Input material below:

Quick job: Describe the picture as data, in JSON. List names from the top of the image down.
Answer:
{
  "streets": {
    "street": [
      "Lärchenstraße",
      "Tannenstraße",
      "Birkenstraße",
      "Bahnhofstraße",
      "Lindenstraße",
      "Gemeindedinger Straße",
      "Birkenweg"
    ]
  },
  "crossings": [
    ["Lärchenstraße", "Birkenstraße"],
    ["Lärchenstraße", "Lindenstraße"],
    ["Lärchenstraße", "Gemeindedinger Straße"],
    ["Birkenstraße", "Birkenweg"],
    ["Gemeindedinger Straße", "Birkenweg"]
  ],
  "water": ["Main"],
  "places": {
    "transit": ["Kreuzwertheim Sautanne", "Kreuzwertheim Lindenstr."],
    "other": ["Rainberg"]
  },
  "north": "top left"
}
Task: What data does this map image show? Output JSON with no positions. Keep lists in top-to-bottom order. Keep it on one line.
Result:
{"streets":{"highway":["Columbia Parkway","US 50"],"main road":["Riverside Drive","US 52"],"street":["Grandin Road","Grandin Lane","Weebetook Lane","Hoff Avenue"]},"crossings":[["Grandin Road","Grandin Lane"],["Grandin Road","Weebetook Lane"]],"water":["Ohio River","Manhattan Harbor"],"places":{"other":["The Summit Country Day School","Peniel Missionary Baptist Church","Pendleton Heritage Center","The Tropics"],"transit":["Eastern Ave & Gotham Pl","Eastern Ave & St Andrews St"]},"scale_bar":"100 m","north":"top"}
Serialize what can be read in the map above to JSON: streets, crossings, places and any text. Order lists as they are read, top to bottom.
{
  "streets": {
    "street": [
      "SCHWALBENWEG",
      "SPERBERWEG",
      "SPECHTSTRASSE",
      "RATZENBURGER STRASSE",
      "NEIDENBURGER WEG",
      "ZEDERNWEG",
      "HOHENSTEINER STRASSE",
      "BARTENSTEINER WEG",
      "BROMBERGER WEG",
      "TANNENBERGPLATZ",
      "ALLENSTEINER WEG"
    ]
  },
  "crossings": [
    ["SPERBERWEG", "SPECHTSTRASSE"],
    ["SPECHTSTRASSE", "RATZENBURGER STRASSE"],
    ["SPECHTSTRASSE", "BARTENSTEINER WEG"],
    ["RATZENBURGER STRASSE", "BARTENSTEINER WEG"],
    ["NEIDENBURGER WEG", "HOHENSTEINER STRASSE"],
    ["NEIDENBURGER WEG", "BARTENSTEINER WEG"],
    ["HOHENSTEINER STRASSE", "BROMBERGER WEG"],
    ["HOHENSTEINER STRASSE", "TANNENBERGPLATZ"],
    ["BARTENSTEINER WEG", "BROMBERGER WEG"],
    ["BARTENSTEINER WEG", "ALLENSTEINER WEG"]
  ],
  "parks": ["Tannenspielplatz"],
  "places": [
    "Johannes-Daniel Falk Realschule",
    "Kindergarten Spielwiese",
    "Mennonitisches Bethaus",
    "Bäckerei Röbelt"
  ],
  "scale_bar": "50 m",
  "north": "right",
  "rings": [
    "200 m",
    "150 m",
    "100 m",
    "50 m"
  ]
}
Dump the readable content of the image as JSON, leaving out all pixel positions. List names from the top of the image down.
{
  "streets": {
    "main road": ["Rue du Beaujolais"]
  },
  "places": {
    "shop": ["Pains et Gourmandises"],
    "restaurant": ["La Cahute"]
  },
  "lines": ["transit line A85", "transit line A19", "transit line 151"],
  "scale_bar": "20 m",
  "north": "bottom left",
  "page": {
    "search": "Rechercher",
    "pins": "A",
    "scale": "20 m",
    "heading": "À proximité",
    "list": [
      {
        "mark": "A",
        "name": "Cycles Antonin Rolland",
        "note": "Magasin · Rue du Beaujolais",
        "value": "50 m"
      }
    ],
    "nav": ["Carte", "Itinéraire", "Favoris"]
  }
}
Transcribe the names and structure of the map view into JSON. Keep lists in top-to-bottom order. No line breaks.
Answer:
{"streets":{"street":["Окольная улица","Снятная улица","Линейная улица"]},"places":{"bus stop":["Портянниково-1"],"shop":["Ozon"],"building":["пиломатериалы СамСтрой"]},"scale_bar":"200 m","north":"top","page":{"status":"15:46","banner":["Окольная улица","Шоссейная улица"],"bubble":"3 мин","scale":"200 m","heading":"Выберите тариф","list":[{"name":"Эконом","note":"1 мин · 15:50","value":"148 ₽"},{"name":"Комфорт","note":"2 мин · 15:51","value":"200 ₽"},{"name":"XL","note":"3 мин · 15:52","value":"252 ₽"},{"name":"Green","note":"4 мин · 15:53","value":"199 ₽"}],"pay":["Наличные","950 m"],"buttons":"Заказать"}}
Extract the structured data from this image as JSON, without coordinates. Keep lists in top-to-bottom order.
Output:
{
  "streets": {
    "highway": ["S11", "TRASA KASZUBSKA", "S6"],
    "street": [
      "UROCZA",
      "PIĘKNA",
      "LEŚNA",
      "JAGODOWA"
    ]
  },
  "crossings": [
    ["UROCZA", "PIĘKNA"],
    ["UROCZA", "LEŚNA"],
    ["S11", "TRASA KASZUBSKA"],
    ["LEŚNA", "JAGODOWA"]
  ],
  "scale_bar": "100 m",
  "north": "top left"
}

End of Input material.

What the task asks:
The full set of entries above needs to be restated word for word.

Response area:
Quick job: Describe the picture as data, in JSON. List names from the top of the image down.
Answer:
{
  "streets": {
    "street": [
      "Lärchenstraße",
      "Tannenstraße",
      "Birkenstraße",
      "Bahnhofstraße",
      "Lindenstraße",
      "Gemeindedinger Straße",
      "Birkenweg"
    ]
  },
  "crossings": [
    ["Lärchenstraße", "Birkenstraße"],
    ["Lärchenstraße", "Lindenstraße"],
    ["Lärchenstraße", "Gemeindedinger Straße"],
    ["Birkenstraße", "Birkenweg"],
    ["Gemeindedinger Straße", "Birkenweg"]
  ],
  "water": ["Main"],
  "places": {
    "transit": ["Kreuzwertheim Sautanne", "Kreuzwertheim Lindenstr."],
    "other": ["Rainberg"]
  },
  "north": "top left"
}
Task: What data does this map image show? Output JSON with no positions. Keep lists in top-to-bottom order. Keep it on one line.
Result:
{"streets":{"highway":["Columbia Parkway","US 50"],"main road":["Riverside Drive","US 52"],"street":["Grandin Road","Grandin Lane","Weebetook Lane","Hoff Avenue"]},"crossings":[["Grandin Road","Grandin Lane"],["Grandin Road","Weebetook Lane"]],"water":["Ohio River","Manhattan Harbor"],"places":{"other":["The Summit Country Day School","Peniel Missionary Baptist Church","Pendleton Heritage Center","The Tropics"],"transit":["Eastern Ave & Gotham Pl","Eastern Ave & St Andrews St"]},"scale_bar":"100 m","north":"top"}
Serialize what can be read in the map above to JSON: streets, crossings, places and any text. Order lists as they are read, top to bottom.
{
  "streets": {
    "street": [
      "SCHWALBENWEG",
      "SPERBERWEG",
      "SPECHTSTRASSE",
      "RATZENBURGER STRASSE",
      "NEIDENBURGER WEG",
      "ZEDERNWEG",
      "HOHENSTEINER STRASSE",
      "BARTENSTEINER WEG",
      "BROMBERGER WEG",
      "TANNENBERGPLATZ",
      "ALLENSTEINER WEG"
    ]
  },
  "crossings": [
    ["SPERBERWEG", "SPECHTSTRASSE"],
    ["SPECHTSTRASSE", "RATZENBURGER STRASSE"],
    ["SPECHTSTRASSE", "BARTENSTEINER WEG"],
    ["RATZENBURGER STRASSE", "BARTENSTEINER WEG"],
    ["NEIDENBURGER WEG", "HOHENSTEINER STRASSE"],
    ["NEIDENBURGER WEG", "BARTENSTEINER WEG"],
    ["HOHENSTEINER STRASSE", "BROMBERGER WEG"],
    ["HOHENSTEINER STRASSE", "TANNENBERGPLATZ"],
    ["BARTENSTEINER WEG", "BROMBERGER WEG"],
    ["BARTENSTEINER WEG", "ALLENSTEINER WEG"]
  ],
  "parks": ["Tannenspielplatz"],
  "places": [
    "Johannes-Daniel Falk Realschule",
    "Kindergarten Spielwiese",
    "Mennonitisches Bethaus",
    "Bäckerei Röbelt"
  ],
  "scale_bar": "50 m",
  "north": "right",
  "rings": [
    "200 m",
    "150 m",
    "100 m",
    "50 m"
  ]
}
Dump the readable content of the image as JSON, leaving out all pixel positions. List names from the top of the image down.
{
  "streets": {
    "main road": ["Rue du Beaujolais"]
  },
  "places": {
    "shop": ["Pains et Gourmandises"],
    "restaurant": ["La Cahute"]
  },
  "lines": ["transit line A85", "transit line A19", "transit line 151"],
  "scale_bar": "20 m",
  "north": "bottom left",
  "page": {
    "search": "Rechercher",
    "pins": "A",
    "scale": "20 m",
    "heading": "À proximité",
    "list": [
      {
        "mark": "A",
        "name": "Cycles Antonin Rolland",
        "note": "Magasin · Rue du Beaujolais",
        "value": "50 m"
      }
    ],
    "nav": ["Carte", "Itinéraire", "Favoris"]
  }
}
Transcribe the names and structure of the map view into JSON. Keep lists in top-to-bottom order. No line breaks.
Answer:
{"streets":{"street":["Окольная улица","Снятная улица","Линейная улица"]},"places":{"bus stop":["Портянниково-1"],"shop":["Ozon"],"building":["пиломатериалы СамСтрой"]},"scale_bar":"200 m","north":"top","page":{"status":"15:46","banner":["Окольная улица","Шоссейная улица"],"bubble":"3 мин","scale":"200 m","heading":"Выберите тариф","list":[{"name":"Эконом","note":"1 мин · 15:50","value":"148 ₽"},{"name":"Комфорт","note":"2 мин · 15:51","value":"200 ₽"},{"name":"XL","note":"3 мин · 15:52","value":"252 ₽"},{"name":"Green","note":"4 мин · 15:53","value":"199 ₽"}],"pay":["Наличные","950 m"],"buttons":"Заказать"}}
Extract the structured data from this image as JSON, without coordinates. Keep lists in top-to-bottom order.
Output:
{
  "streets": {
    "highway": ["S11", "TRASA KASZUBSKA", "S6"],
    "street": [
      "UROCZA",
      "PIĘKNA",
      "LEŚNA",
      "JAGODOWA"
    ]
  },
  "crossings": [
    ["UROCZA", "PIĘKNA"],
    ["UROCZA", "LEŚNA"],
    ["S11", "TRASA KASZUBSKA"],
    ["LEŚNA", "JAGODOWA"]
  ],
  "scale_bar": "100 m",
  "north": "top left"
}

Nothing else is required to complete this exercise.